What is needed:
I'd like every entry returned exactly as it is, with the images left out.

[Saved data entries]
┌──

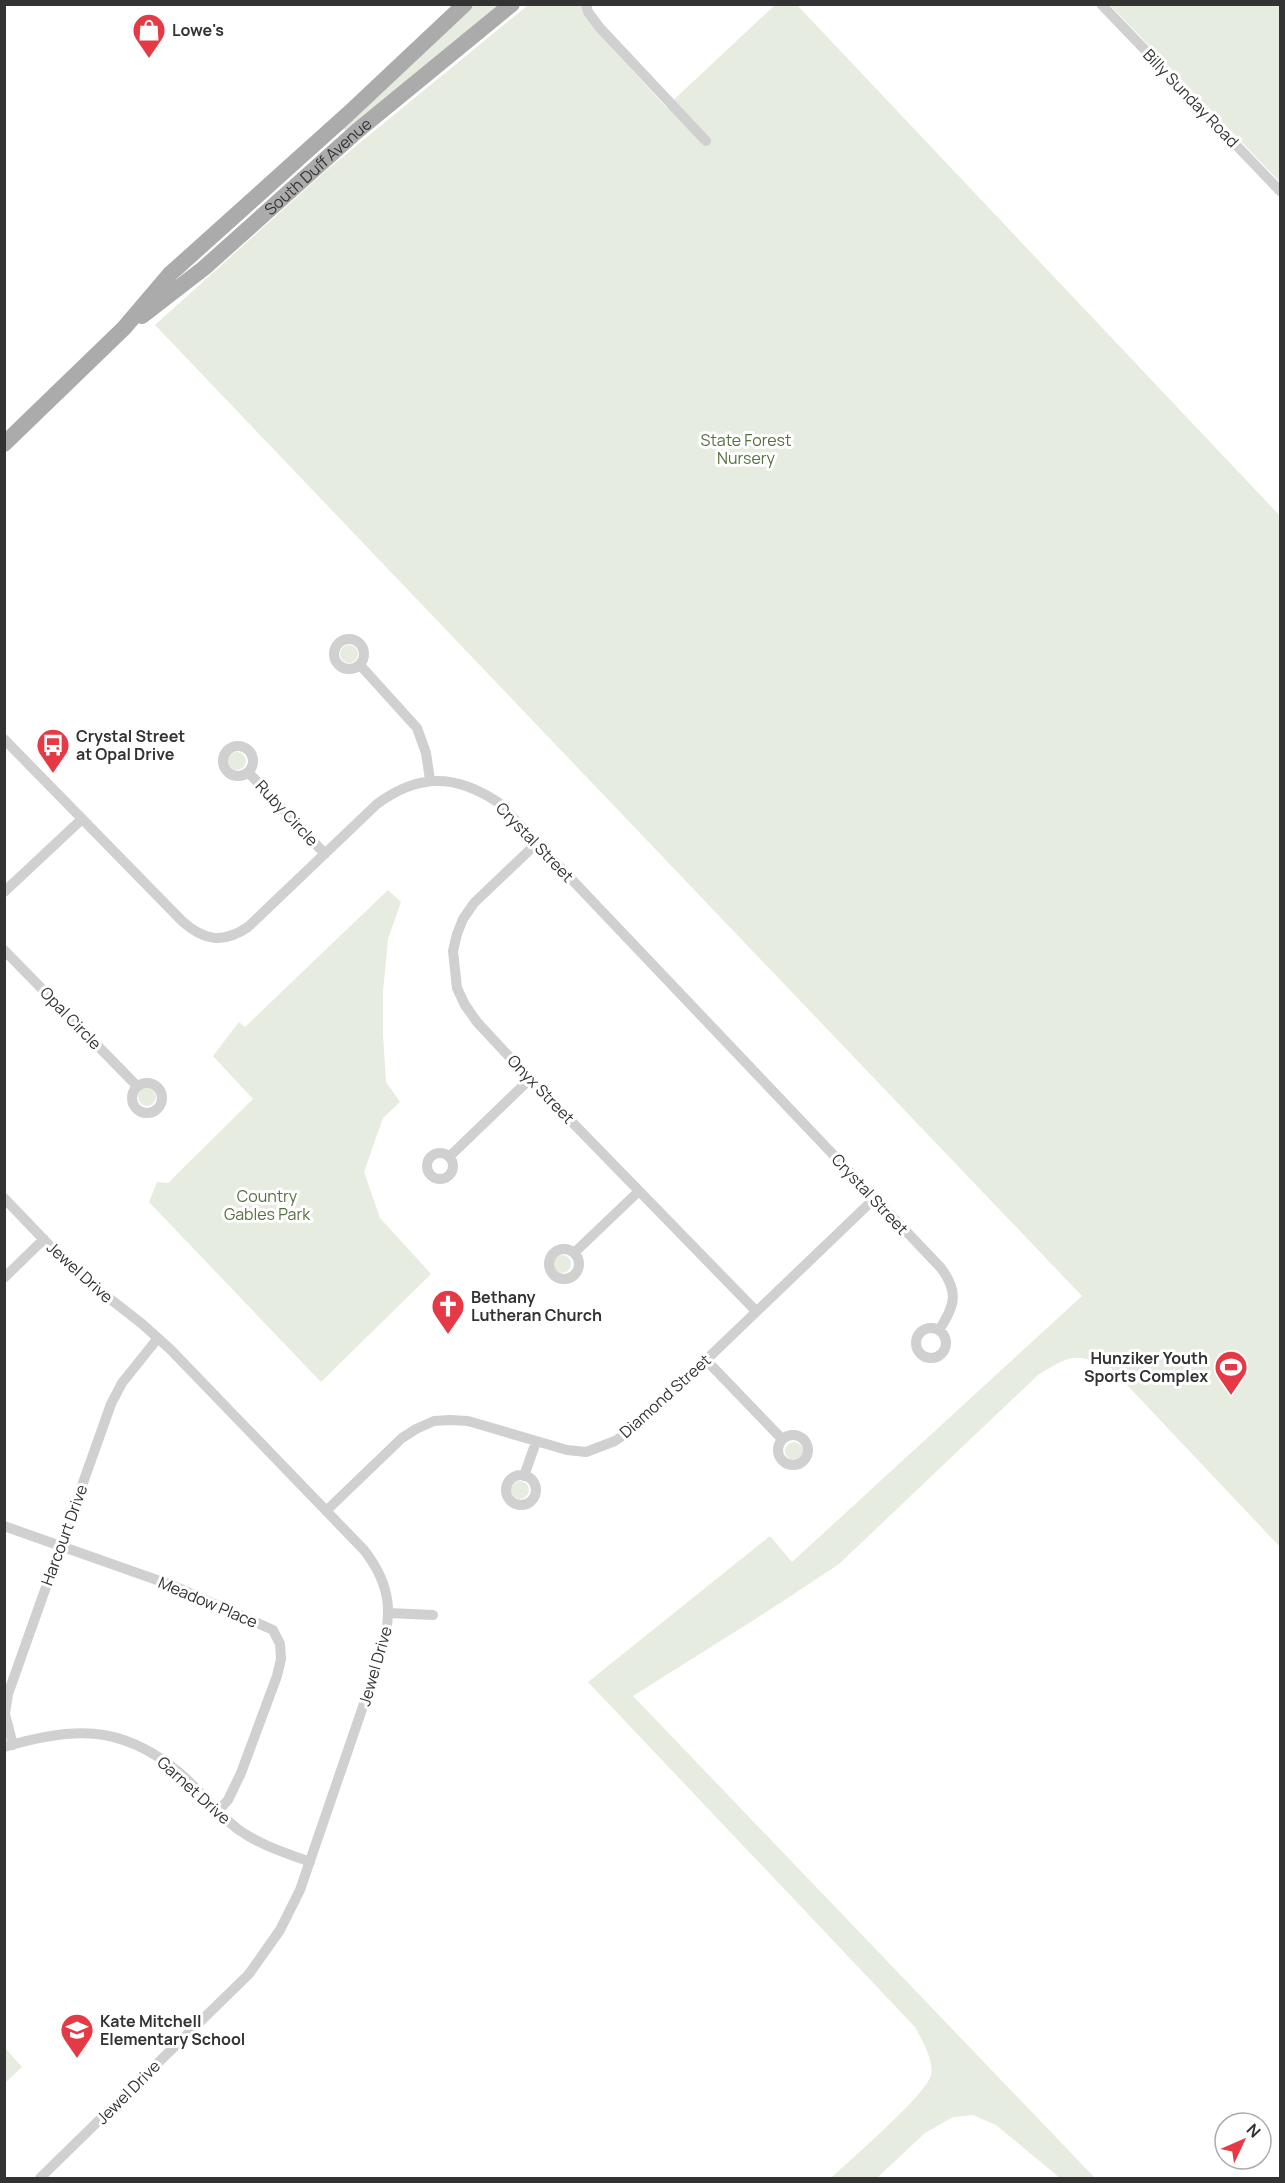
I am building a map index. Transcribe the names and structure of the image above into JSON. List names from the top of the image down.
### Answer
{
  "streets": {
    "main road": ["South Duff Avenue"],
    "street": [
      "Billy Sunday Road",
      "Ruby Circle",
      "Crystal Street",
      "Opal Circle",
      "Onyx Street",
      "Jewel Drive",
      "Diamond Street",
      "Harcourt Drive",
      "Meadow Place",
      "Garnet Drive"
    ]
  },
  "crossings": [
    ["Ruby Circle", "Crystal Street"],
    ["Crystal Street", "Onyx Street"],
    ["Crystal Street", "Diamond Street"],
    ["Onyx Street", "Diamond Street"],
    ["Jewel Drive", "Diamond Street"],
    ["Jewel Drive", "Harcourt Drive"],
    ["Jewel Drive", "Garnet Drive"],
    ["Harcourt Drive", "Meadow Place"],
    ["Harcourt Drive", "Garnet Drive"],
    ["Meadow Place", "Garnet Drive"]
  ],
  "parks": ["State Forest Nursery", "Country Gables Park"],
  "places": {
    "shop": ["Lowe's"],
    "bus stop": ["Crystal Street at Opal Drive"],
    "church": ["Bethany Lutheran Church"],
    "sports": ["Hunziker Youth Sports Complex"],
    "school or university": ["Kate Mitchell Elementary School"]
  },
  "north": "top right"
}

└──

Response to the exercise:
I am building a map index. Transcribe the names and structure of the image above into JSON. List names from the top of the image down.
### Answer
{
  "streets": {
    "main road": ["South Duff Avenue"],
    "street": [
      "Billy Sunday Road",
      "Ruby Circle",
      "Crystal Street",
      "Opal Circle",
      "Onyx Street",
      "Jewel Drive",
      "Diamond Street",
      "Harcourt Drive",
      "Meadow Place",
      "Garnet Drive"
    ]
  },
  "crossings": [
    ["Ruby Circle", "Crystal Street"],
    ["Crystal Street", "Onyx Street"],
    ["Crystal Street", "Diamond Street"],
    ["Onyx Street", "Diamond Street"],
    ["Jewel Drive", "Diamond Street"],
    ["Jewel Drive", "Harcourt Drive"],
    ["Jewel Drive", "Garnet Drive"],
    ["Harcourt Drive", "Meadow Place"],
    ["Harcourt Drive", "Garnet Drive"],
    ["Meadow Place", "Garnet Drive"]
  ],
  "parks": ["State Forest Nursery", "Country Gables Park"],
  "places": {
    "shop": ["Lowe's"],
    "bus stop": ["Crystal Street at Opal Drive"],
    "church": ["Bethany Lutheran Church"],
    "sports": ["Hunziker Youth Sports Complex"],
    "school or university": ["Kate Mitchell Elementary School"]
  },
  "north": "top right"
}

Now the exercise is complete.